[Start of section]

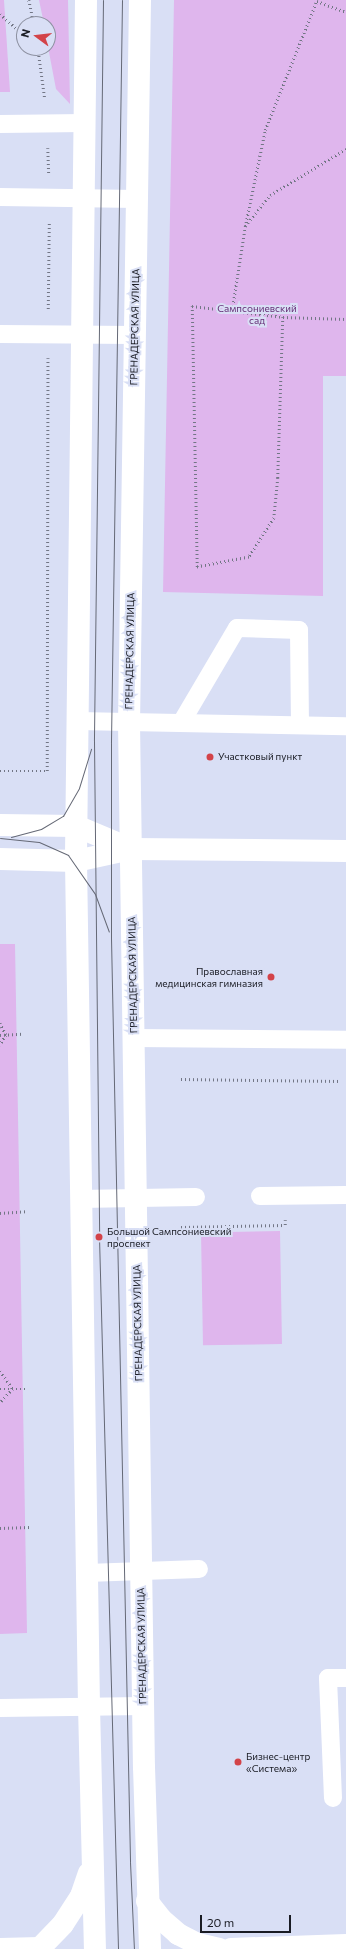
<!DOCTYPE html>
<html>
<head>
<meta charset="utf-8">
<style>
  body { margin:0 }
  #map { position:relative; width:346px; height:1949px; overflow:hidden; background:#d9dff5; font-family:Commissioner,sans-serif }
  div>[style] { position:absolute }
  .green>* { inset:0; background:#dfb6ed; transform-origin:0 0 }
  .path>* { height:2.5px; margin-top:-1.25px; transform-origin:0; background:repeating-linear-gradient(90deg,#727685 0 1px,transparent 0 4px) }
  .lane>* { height:18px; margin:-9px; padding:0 9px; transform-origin:9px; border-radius:9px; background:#fff }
  .secondary>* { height:22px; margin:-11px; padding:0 11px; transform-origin:11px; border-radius:11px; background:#fff }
  .tram>* { height:1px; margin:-0.5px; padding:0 0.5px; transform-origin:0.5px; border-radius:0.5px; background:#656976 }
  .dots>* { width:11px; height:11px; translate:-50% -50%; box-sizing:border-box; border:2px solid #d9dff5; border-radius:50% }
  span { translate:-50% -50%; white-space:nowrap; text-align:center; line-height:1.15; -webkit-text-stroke:4px #d9dff5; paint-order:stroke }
  .park-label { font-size:10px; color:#663077 }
  .street-label { font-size:10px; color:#1a1c24 }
  .poi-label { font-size:10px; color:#1a1c24 }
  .left { translate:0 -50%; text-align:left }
  .right { translate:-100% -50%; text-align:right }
  .north { position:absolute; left:16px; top:16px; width:40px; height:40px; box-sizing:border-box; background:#d9dff5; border:1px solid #8d91a1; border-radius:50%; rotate:285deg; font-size:11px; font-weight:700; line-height:16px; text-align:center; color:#1a1c24 }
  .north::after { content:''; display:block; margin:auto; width:14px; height:18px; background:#d34349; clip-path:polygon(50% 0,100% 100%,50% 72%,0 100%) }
  .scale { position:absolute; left:200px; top:1915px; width:91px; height:18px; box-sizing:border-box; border:2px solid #1a1c24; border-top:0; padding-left:5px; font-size:12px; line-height:14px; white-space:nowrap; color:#1a1c24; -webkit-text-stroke:3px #d9dff5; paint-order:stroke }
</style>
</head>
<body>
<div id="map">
  <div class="green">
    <i style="clip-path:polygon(0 0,4px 0,10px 92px,0 92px)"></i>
    <i style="clip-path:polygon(39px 0,68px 0,70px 104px,56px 89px,48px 47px,48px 24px,44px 24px)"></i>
    <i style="clip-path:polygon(174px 0,346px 0,346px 376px,323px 376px,323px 596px,163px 592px)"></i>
    <i style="clip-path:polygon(0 944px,15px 944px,27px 1633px,0 1634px)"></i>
    <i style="left:280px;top:1231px;width:113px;height:79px;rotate:89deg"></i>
  </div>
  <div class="path">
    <i style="left:29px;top:0;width:25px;rotate:78deg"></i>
    <i style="left:317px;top:1px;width:31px;rotate:21deg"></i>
    <i style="left:0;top:14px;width:32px;rotate:41deg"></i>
    <i style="left:38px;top:48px;width:51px;rotate:82.2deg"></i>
    <i style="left:48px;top:148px;width:25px;rotate:88deg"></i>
    <i style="left:245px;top:226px;width:40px;rotate:-51deg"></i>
    <i style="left:270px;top:195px;width:89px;rotate:-31.2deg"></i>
    <i style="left:48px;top:309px;width:87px;rotate:-89.3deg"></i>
    <i style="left:232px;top:310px;width:84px;rotate:-81.1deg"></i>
    <i style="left:245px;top:227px;width:99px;rotate:-78.3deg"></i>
    <i style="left:265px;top:130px;width:140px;rotate:-68.2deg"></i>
    <i style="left:283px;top:317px;width:161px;rotate:91.8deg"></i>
    <i style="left:278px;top:478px;width:40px;rotate:95.7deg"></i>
    <i style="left:274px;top:518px;width:46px;rotate:122.7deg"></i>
    <i style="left:249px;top:557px;width:53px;rotate:169.1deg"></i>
    <i style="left:197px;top:567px;width:261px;rotate:-91.1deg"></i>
    <i style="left:192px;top:306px;width:92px;rotate:6.9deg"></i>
    <i style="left:283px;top:317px;width:63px;rotate:1.8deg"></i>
    <i style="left:0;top:771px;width:47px"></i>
    <i style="left:47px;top:771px;width:413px;rotate:-89.9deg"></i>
    <i style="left:0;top:1023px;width:13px;rotate:63deg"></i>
    <i style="left:6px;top:1035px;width:12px;rotate:121deg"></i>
    <i style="left:0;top:1035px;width:22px;rotate:-3deg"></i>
    <i style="left:181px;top:1079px;width:160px;rotate:0.7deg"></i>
    <i style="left:0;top:1213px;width:26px;rotate:-4deg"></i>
    <i style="left:181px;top:1227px;width:104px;rotate:-1.1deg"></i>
    <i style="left:285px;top:1225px;width:5px;rotate:-90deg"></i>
    <i style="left:0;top:1371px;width:22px;rotate:54deg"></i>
    <i style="left:13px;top:1389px;width:19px;rotate:133deg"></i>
    <i style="left:0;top:1389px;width:28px"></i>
    <i style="left:0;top:1528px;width:30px;rotate:-2deg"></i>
  </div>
  <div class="lane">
    <i style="left:0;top:124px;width:85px;rotate:-0.7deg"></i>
    <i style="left:0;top:197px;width:137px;rotate:0.8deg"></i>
    <i style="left:0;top:334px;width:135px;rotate:0.4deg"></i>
    <i style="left:77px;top:721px;width:269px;rotate:1.1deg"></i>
    <i style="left:181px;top:723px;width:110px;rotate:-59.5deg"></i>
    <i style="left:237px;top:628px;width:62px;rotate:1.8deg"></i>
    <i style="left:299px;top:630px;width:95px;rotate:89.4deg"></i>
    <i style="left:134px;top:1038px;width:212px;rotate:0.5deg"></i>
    <i style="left:260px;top:1196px;width:86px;rotate:-0.7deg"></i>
    <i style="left:80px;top:1199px;width:116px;rotate:-1deg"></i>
    <i style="left:87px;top:1573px;width:112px;rotate:-2deg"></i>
    <i style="left:0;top:1708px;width:143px;rotate:-0.8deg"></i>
    <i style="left:333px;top:1798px;width:120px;rotate:-92.4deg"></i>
    <i style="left:328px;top:1678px;width:18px"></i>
  </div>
  <div class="secondary">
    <i style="left:86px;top:0;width:861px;rotate:90.67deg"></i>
    <i style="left:76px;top:861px;width:845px;rotate:89.12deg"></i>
    <i style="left:89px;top:1706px;width:243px;rotate:88.6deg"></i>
    <i style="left:140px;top:0;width:722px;rotate:90.87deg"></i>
    <i style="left:129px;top:722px;width:1045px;rotate:89.18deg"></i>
    <i style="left:144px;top:1767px;width:182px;rotate:88.1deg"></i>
    <i style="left:0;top:825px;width:76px;rotate:0.8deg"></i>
    <i style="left:76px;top:826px;width:60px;rotate:22.7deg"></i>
    <i style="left:0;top:859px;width:76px;rotate:1.5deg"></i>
    <i style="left:76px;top:861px;width:56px;rotate:-12.3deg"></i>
    <i style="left:131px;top:849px;width:215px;rotate:0.5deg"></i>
    <i style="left:147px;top:1901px;width:23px;rotate:52deg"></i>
    <i style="left:161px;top:1919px;width:23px;rotate:41deg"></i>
    <i style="left:178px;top:1934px;width:22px;rotate:27deg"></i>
    <i style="left:198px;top:1944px;width:22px;rotate:13deg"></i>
    <i style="left:40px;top:1948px;width:33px;rotate:-46deg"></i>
    <i style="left:63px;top:1924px;width:33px;rotate:-57deg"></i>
    <i style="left:81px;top:1896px;width:24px;rotate:-71deg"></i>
    <i style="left:0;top:1949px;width:40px;rotate:-1.4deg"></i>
    <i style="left:231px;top:1949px;width:115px;rotate:-2deg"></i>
  </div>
  <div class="tram">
    <i style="left:103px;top:0;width:741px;rotate:90.7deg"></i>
    <i style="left:94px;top:741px;width:496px;rotate:89.4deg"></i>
    <i style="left:99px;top:1237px;width:712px;rotate:88.47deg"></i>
    <i style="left:122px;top:0;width:743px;rotate:90.85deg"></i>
    <i style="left:111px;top:743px;width:195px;rotate:90deg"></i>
    <i style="left:111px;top:938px;width:924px;rotate:88.82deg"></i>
    <i style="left:130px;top:1862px;width:87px;rotate:87.4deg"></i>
    <i style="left:11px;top:837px;width:31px;rotate:-15deg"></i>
    <i style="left:41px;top:829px;width:26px;rotate:-31deg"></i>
    <i style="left:63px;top:816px;width:32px;rotate:-60deg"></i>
    <i style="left:79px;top:788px;width:41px;rotate:-72.9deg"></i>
    <i style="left:0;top:838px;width:39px;rotate:6deg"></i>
    <i style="left:39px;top:842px;width:32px;rotate:24deg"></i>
    <i style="left:68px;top:855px;width:47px;rotate:55.3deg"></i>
    <i style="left:95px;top:894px;width:40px;rotate:69.8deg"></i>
  </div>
  <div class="dots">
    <i style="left:210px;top:757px;background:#d34349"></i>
    <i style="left:271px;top:977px;background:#d34349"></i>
    <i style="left:99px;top:1237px;background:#d34349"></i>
    <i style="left:238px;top:1762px;background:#d34349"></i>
  </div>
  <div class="park-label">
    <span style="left:257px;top:314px">Сампсониевский<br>сад</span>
  </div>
  <div class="street-label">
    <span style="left:135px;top:327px;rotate:-89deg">ГРЕНАДЕРСКАЯ УЛИЦА</span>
    <span style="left:130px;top:651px;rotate:-89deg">ГРЕНАДЕРСКАЯ УЛИЦА</span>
    <span style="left:133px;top:975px;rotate:-91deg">ГРЕНАДЕРСКАЯ УЛИЦА</span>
    <span style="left:138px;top:1323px;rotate:-91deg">ГРЕНАДЕРСКАЯ УЛИЦА</span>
    <span style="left:142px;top:1646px;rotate:-91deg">ГРЕНАДЕРСКАЯ УЛИЦА</span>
  </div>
  <div class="poi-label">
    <span class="left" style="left:218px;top:757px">Участковый пункт</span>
    <span class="right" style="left:263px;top:977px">Православная<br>медицинская гимназия</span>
    <span class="left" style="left:107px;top:1237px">Большой Сампсониевский<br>проспект</span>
    <span class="left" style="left:246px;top:1762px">Бизнес-центр<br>«Система»</span>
  </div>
  <div class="north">N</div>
  <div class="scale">20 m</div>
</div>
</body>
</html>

[End of section]

### Work to be completed
Please set down exactly the lines from the first line of the data above through the line with "width:11px; height:11px; translate:-50%", both included, leaving out the pictures.

### Response area
<!DOCTYPE html>
<html>
<head>
<meta charset="utf-8">
<style>
  body { margin:0 }
  #map { position:relative; width:346px; height:1949px; overflow:hidden; background:#d9dff5; font-family:Commissioner,sans-serif }
  div>[style] { position:absolute }
  .green>* { inset:0; background:#dfb6ed; transform-origin:0 0 }
  .path>* { height:2.5px; margin-top:-1.25px; transform-origin:0; background:repeating-linear-gradient(90deg,#727685 0 1px,transparent 0 4px) }
  .lane>* { height:18px; margin:-9px; padding:0 9px; transform-origin:9px; border-radius:9px; background:#fff }
  .secondary>* { height:22px; margin:-11px; padding:0 11px; transform-origin:11px; border-radius:11px; background:#fff }
  .tram>* { height:1px; margin:-0.5px; padding:0 0.5px; transform-origin:0.5px; border-radius:0.5px; background:#656976 }
  .dots>* { width:11px; height:11px; translate:-50% -50%; box-sizing:border-box; border:2px solid #d9dff5; border-radius:50% }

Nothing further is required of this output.